So, steel tariffs, IF ALL STEEL WERE TO INCREASE, adds inflation to total Nonres Bldgs and Nonbldg. Half of all Nonres Bldgs use structural steel, so inflation to SS bldgs is 4.8/385, or 1.25% on structural steel bldgs. If looking at the macro view, inflation over the nonres bldg sector, then the $4.8bil increase would be divided by the total nonres spending, or 4.8/770 = 0.625%. All other bldg steel, applied to all nonres bldgs, added another 2.9/770 = 0.4%

Nonbldg Infrastructure markets, if it is a SS building, add the same 1.25% + 0.4%. But Public Works and especially Bridge construction can add significantly more. If domestic producers also raise pricing to follow suit with tariffs, as expected, this is what happens to total Nonres inflation.

US imports 30% of steel it uses. 40% of all steel is used in construction. If 30% is balanced across all types of steel, then 30% of constr steel is imported. (It would take some concentrated effort to determine % imports for each of the individual steel uses.) IF ONLY IMPORTED STEEL WERE TO INCREASE and no domestic manufacturers raise prices, 30% of building steel increases in cost. That is not likely at all. But if so, tariffs would add only 0.4% to nonres bldgs and about 0.1% for all other steel.

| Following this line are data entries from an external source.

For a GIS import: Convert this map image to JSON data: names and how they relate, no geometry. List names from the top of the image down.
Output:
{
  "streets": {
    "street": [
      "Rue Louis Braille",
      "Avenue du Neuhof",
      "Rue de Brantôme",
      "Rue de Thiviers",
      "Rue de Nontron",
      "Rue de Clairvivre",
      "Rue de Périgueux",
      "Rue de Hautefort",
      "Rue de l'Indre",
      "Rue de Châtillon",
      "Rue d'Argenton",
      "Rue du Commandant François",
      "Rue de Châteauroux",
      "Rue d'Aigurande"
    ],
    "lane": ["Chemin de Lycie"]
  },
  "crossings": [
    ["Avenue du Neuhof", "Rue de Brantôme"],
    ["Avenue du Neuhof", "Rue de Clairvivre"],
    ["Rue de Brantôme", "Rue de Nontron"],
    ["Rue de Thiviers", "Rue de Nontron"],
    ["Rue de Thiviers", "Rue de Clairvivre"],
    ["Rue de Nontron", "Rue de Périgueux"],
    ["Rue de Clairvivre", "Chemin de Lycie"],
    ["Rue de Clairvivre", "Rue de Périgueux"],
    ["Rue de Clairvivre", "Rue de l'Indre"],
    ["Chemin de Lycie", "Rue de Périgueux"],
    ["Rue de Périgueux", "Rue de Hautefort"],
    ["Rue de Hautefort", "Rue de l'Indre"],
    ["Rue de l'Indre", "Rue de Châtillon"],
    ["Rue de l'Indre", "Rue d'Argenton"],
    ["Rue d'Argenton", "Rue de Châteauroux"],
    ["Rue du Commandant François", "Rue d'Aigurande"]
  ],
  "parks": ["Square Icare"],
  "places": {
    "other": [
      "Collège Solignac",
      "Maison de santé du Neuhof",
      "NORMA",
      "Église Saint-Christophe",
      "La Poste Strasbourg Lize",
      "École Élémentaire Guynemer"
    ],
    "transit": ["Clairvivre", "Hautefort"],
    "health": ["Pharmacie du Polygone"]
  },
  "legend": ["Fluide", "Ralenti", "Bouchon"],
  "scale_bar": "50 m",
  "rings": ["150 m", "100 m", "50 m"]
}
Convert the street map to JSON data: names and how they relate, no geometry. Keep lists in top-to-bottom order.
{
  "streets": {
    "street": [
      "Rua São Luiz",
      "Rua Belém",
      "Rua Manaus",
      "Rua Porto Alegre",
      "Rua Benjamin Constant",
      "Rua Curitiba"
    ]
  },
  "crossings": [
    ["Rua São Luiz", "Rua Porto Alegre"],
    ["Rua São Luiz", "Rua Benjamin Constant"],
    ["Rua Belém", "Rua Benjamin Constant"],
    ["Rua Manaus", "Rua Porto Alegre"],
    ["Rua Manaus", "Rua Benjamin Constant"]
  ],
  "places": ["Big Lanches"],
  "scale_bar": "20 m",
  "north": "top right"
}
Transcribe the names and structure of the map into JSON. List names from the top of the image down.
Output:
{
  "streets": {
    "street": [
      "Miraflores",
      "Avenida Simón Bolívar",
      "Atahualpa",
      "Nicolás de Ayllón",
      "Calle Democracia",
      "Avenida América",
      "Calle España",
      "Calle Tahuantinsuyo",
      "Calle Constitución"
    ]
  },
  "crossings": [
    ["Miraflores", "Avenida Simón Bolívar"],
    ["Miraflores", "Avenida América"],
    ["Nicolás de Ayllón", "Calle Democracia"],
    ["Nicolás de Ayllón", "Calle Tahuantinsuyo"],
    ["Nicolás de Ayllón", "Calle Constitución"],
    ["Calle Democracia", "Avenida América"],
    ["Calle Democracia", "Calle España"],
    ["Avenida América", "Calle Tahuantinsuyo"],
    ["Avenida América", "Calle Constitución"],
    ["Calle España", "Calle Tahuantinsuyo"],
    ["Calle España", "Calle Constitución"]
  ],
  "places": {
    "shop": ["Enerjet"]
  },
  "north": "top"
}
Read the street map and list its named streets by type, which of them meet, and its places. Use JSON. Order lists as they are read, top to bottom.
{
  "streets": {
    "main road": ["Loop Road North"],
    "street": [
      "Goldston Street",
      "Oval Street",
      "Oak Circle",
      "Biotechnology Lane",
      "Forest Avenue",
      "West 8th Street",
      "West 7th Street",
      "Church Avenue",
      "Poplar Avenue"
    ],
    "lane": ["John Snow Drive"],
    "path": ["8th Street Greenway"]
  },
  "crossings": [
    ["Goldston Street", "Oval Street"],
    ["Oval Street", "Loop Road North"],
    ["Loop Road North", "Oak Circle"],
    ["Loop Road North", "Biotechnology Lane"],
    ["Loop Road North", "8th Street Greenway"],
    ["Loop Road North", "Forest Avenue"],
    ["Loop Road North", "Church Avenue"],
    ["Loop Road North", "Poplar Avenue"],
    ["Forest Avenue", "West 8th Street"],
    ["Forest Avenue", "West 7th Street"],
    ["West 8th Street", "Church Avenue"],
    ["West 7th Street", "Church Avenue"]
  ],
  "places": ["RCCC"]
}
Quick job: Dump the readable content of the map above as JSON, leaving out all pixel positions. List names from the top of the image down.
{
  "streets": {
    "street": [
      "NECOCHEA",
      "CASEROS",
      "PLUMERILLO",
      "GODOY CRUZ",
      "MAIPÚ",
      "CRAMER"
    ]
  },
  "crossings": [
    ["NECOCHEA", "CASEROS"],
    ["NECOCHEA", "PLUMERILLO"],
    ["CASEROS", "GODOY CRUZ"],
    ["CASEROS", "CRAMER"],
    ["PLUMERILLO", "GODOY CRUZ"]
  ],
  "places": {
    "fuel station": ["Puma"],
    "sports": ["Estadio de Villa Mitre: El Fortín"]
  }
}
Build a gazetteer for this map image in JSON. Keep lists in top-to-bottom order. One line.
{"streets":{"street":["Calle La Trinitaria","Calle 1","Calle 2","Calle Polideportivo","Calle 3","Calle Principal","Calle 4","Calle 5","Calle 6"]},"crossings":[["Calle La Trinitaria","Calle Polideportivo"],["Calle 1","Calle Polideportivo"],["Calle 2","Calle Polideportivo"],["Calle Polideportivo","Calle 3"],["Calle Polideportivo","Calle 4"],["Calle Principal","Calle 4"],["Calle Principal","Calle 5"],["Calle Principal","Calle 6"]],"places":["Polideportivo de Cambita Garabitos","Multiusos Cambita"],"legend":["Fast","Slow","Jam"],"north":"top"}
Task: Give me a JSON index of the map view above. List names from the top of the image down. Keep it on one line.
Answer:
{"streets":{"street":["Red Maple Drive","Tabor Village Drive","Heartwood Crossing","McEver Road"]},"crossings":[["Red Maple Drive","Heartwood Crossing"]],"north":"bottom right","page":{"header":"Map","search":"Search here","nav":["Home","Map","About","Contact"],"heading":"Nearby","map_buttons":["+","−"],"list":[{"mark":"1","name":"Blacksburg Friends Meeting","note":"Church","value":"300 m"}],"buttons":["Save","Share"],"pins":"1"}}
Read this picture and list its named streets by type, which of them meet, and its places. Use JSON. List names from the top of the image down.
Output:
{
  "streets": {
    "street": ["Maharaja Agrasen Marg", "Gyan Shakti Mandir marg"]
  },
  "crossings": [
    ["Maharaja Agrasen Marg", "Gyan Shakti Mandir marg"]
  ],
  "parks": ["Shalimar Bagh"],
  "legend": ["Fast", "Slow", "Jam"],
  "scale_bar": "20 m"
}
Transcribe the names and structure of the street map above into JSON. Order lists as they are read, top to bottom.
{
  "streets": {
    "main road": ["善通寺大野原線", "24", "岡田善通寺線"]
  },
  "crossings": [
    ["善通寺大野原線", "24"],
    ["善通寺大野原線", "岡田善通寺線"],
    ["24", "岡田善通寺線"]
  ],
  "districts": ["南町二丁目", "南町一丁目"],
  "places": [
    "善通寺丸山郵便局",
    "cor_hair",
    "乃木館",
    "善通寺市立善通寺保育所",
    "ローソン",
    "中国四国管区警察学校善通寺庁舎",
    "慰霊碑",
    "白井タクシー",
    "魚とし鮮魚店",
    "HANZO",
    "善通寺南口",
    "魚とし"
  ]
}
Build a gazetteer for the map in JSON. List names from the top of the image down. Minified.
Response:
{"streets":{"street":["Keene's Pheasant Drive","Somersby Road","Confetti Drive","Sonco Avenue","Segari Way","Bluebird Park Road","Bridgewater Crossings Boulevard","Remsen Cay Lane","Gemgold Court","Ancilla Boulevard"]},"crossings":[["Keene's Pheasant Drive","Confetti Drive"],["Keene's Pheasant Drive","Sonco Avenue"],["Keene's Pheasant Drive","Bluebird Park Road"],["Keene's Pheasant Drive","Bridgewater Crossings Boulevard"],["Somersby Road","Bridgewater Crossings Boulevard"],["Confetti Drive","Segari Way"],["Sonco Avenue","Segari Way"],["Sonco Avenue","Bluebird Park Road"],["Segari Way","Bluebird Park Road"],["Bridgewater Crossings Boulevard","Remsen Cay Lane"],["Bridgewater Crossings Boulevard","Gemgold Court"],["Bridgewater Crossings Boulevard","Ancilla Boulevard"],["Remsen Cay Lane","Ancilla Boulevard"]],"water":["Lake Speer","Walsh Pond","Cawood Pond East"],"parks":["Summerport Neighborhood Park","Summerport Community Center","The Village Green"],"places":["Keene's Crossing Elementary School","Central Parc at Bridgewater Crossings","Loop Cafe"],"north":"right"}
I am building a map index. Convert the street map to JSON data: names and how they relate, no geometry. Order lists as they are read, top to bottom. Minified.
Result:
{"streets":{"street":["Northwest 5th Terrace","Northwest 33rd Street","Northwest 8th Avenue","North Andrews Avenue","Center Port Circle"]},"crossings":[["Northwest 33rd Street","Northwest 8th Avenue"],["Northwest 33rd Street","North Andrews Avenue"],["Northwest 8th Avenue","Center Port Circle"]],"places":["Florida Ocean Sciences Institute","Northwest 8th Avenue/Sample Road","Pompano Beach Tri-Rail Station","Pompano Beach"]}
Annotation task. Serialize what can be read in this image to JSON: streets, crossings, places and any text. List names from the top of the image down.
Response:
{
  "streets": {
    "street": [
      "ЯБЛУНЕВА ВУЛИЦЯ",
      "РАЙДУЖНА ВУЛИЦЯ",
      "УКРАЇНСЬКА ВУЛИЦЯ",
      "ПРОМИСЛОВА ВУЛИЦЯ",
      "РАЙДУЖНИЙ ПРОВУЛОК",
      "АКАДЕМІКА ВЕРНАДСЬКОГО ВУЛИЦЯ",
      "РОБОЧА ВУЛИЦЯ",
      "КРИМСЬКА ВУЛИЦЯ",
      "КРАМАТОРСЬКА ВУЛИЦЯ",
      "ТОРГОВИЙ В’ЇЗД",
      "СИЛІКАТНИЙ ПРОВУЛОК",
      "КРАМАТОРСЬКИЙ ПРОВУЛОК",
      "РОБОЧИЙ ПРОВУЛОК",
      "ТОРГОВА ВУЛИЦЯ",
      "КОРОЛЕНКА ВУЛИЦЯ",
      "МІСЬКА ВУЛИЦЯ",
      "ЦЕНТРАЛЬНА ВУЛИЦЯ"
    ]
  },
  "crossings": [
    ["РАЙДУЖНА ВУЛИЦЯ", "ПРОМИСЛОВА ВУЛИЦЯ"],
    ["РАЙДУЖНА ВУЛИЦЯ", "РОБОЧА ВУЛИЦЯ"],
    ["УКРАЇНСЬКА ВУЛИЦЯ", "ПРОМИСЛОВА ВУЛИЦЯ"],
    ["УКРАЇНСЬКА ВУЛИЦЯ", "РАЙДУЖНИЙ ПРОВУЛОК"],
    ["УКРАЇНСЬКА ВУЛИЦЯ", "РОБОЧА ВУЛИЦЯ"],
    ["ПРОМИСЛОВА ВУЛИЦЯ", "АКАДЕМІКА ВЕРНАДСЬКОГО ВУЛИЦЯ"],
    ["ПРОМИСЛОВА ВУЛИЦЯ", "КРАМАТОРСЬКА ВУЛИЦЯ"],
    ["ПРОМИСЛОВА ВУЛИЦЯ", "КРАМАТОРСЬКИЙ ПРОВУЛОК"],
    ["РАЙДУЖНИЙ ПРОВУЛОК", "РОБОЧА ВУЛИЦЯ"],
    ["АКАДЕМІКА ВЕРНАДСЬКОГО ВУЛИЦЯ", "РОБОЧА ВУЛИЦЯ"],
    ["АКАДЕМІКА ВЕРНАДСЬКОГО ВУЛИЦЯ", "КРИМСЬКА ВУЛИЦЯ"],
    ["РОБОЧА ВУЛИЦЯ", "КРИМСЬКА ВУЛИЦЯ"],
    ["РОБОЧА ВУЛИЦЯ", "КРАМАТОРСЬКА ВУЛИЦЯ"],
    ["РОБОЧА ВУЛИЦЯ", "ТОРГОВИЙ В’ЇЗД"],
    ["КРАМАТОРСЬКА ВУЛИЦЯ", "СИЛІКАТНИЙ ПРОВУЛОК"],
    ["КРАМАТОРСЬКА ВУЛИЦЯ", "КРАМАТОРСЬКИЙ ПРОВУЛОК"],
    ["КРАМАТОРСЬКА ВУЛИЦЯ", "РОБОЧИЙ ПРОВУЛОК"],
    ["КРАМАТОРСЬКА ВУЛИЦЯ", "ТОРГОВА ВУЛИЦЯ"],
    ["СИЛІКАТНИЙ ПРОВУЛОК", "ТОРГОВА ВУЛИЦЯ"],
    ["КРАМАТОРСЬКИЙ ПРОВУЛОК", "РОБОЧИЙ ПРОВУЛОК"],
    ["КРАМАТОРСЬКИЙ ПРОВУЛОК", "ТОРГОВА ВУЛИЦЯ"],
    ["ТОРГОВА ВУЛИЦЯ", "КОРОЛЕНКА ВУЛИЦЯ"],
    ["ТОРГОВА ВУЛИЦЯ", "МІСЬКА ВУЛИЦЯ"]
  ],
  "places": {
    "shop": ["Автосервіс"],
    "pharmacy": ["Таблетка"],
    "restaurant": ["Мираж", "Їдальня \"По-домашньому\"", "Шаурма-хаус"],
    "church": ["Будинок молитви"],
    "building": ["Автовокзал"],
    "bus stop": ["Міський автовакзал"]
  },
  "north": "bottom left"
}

Construction Forecast Update May 2025

The total construction spending forecast, now at $2,237bil, +3.7% vs. 2024, has been lowered a bit since the Outlook in Feb. ($2,272bil, +5.5%). Most of the reduction is in Residential, from $997bil, +7.2% down to $958bil, +3.0%. Nonres Bldgs was reduced by $11bil and Nonbldg increased by $7bil. Compared to the average for the year 2024, current total spending YTD is up 2.6%, but is expected to pick a little up throughout the year across all sectors.

Constant $ growth is forecast down 0.7% in 2025 and down more after that. Inflation Index shows annual percent and index to base 2024 = 100. All years, current spending / index = reported as constant 2024$, as if all constant years are the same 2024$.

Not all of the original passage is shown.